Emily held her key up a little higher. “Watch.”

I stopped breathing as a blue ray of light burst from the key, small bulbs or light floated out and in them were images. Images of me doing all sorts of things. Sleeping, eating, the first day of school, when I road a bike. All in the small balls of light around me, then, as soon as they had floated out, they were gone, absorbed back inside the key.

Emily looked down, sheepish. “I wasn’t supposed to show you that. But you’re a good person. You won’t tell.” She gave me a smile.

I struggled to take a breath. “You…you…”

She smiled wider. “When you were in first grade you saved a dog from getting hit by a car. That was so nice.”
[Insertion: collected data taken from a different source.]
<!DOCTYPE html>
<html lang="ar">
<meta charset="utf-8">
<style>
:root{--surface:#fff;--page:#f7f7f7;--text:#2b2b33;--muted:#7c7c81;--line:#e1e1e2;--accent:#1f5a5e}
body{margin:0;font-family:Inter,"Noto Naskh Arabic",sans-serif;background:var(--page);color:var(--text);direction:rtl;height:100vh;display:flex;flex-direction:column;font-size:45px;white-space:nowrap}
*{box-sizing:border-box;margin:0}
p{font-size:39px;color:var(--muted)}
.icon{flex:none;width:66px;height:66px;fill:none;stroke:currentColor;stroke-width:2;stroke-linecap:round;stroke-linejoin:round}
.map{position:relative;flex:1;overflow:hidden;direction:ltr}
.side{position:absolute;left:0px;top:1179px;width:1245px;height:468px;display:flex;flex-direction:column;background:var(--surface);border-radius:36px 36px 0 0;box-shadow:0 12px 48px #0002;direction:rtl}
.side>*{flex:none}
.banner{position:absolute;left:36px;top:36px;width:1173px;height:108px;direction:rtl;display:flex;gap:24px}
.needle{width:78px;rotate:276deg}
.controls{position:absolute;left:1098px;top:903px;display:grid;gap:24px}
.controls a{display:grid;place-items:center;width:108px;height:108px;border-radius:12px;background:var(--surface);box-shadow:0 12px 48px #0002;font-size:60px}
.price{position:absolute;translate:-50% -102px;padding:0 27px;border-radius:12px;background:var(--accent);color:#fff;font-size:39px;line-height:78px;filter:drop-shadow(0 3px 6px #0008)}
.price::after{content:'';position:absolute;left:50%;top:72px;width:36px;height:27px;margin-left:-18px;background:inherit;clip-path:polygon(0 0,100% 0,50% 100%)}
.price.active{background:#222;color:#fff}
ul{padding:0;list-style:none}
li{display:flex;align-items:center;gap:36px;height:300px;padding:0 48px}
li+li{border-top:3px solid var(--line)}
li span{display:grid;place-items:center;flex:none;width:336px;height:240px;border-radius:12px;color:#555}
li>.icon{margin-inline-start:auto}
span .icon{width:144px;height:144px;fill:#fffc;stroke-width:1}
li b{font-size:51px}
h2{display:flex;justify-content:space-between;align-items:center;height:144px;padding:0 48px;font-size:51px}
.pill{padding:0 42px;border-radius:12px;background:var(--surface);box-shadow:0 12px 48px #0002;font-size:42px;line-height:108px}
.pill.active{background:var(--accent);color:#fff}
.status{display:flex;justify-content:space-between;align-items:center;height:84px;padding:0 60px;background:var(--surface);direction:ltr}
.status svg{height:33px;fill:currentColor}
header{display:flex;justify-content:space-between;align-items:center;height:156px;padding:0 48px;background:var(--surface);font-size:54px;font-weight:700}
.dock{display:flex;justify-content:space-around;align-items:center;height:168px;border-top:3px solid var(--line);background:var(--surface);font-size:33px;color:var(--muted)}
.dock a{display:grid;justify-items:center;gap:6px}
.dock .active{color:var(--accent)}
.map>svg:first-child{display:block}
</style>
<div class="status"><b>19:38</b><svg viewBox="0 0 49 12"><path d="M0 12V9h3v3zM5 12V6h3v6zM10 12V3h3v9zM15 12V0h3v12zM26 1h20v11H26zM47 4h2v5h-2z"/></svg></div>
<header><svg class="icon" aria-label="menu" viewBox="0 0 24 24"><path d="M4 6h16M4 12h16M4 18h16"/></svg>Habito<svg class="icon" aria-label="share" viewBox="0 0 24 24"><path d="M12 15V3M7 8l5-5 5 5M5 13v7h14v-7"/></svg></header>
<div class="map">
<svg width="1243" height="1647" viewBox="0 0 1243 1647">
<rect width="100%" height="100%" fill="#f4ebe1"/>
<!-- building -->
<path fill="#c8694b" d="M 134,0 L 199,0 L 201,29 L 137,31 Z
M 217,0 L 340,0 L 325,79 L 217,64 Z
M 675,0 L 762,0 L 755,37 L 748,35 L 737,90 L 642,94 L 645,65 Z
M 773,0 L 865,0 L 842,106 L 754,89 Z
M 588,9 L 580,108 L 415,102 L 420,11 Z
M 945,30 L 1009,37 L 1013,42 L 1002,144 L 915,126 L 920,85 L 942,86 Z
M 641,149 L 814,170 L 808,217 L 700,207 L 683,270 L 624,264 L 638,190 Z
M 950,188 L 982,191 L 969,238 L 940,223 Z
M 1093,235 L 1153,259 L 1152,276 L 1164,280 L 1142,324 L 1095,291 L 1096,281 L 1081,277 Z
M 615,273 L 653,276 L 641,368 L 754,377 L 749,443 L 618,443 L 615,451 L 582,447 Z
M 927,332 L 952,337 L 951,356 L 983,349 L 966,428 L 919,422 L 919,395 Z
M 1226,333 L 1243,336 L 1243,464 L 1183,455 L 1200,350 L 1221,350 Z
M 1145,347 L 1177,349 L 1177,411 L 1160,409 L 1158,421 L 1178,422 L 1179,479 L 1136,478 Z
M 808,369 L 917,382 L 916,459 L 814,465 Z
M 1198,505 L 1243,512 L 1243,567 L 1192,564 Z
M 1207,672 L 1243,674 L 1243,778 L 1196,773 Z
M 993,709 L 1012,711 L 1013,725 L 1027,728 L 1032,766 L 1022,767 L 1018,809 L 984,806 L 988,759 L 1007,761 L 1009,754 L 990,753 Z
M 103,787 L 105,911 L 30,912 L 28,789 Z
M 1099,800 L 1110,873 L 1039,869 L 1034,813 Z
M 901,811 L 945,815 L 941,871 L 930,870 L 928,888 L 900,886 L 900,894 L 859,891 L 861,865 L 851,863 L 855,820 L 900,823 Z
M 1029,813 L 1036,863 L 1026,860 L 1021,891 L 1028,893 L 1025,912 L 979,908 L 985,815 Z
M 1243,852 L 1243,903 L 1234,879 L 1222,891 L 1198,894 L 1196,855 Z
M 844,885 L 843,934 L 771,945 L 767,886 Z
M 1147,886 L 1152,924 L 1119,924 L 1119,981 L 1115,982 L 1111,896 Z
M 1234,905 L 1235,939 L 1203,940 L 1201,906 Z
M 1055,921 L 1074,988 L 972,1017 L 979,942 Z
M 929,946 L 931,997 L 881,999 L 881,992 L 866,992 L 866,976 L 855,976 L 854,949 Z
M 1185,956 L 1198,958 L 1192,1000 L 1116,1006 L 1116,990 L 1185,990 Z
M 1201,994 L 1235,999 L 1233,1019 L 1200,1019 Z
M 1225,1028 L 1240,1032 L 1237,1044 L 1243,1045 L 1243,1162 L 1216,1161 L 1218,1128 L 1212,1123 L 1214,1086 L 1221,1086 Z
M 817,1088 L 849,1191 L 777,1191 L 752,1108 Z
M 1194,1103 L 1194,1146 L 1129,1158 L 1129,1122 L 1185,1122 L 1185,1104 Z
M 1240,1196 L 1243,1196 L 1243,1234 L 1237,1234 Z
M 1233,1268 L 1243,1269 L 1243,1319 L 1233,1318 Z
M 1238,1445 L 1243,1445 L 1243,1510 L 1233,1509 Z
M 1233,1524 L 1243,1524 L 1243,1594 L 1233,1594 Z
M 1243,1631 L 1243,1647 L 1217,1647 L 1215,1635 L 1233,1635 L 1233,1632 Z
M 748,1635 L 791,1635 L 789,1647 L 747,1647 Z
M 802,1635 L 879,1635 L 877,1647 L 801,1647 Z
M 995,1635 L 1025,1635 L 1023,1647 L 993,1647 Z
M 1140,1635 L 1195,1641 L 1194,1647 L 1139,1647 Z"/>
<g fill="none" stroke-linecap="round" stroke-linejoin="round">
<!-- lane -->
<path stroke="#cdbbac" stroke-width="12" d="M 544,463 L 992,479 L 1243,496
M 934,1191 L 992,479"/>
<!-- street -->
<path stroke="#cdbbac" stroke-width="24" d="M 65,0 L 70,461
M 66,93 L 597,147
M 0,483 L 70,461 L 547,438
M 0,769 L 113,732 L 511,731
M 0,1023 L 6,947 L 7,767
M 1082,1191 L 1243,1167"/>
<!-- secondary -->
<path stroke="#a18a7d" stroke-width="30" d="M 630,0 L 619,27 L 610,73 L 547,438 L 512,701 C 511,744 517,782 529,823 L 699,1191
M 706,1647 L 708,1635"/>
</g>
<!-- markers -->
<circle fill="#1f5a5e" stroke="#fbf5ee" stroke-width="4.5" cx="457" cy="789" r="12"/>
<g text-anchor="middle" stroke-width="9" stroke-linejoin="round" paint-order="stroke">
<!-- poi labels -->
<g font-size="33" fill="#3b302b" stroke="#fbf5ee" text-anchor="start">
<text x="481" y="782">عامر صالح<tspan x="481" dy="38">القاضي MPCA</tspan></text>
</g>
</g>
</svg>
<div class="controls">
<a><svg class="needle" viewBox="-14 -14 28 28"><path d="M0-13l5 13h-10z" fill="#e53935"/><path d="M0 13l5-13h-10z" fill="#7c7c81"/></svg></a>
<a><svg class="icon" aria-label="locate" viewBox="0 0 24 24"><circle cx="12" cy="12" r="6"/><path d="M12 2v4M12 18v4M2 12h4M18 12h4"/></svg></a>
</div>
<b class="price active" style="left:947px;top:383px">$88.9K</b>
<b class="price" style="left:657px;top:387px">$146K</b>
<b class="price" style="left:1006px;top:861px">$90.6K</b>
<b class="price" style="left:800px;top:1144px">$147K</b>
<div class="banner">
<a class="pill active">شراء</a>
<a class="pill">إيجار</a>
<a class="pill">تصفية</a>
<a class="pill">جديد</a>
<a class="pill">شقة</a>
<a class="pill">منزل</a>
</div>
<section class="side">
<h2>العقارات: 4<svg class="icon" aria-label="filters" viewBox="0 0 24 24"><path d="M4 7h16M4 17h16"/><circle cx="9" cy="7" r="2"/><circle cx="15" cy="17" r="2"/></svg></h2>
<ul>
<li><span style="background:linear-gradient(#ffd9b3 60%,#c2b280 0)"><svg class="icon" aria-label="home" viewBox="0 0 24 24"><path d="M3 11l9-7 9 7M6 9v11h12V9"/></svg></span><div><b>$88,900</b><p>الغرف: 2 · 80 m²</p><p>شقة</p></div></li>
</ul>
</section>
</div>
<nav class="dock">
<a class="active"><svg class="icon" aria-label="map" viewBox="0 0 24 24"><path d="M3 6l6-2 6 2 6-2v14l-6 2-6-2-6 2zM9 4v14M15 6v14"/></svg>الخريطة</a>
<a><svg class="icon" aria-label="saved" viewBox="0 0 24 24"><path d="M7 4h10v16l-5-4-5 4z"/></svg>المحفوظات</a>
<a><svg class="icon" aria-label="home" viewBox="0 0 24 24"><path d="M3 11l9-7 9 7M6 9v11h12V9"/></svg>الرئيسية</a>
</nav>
Suddenly she was in my arms, her dark hair brushing my chin. “You won’t tell, right?”

I put my hands on her back. “I…I won’t.” I said finally.

She looked at me. “Promise?”

I bit my lip, my head was spinning in disbelief. “Promise.” The words formed on my lips. She pulled away.

“Good.”

And before I could stop her she ran to the edge of the roof and leapt off.

“Emily!” I screamed. I raced to the ledge, bracing myself to see the worst, but Emily wasn’t on the city streets below, she wasn’t anywhere, vanished in thin air.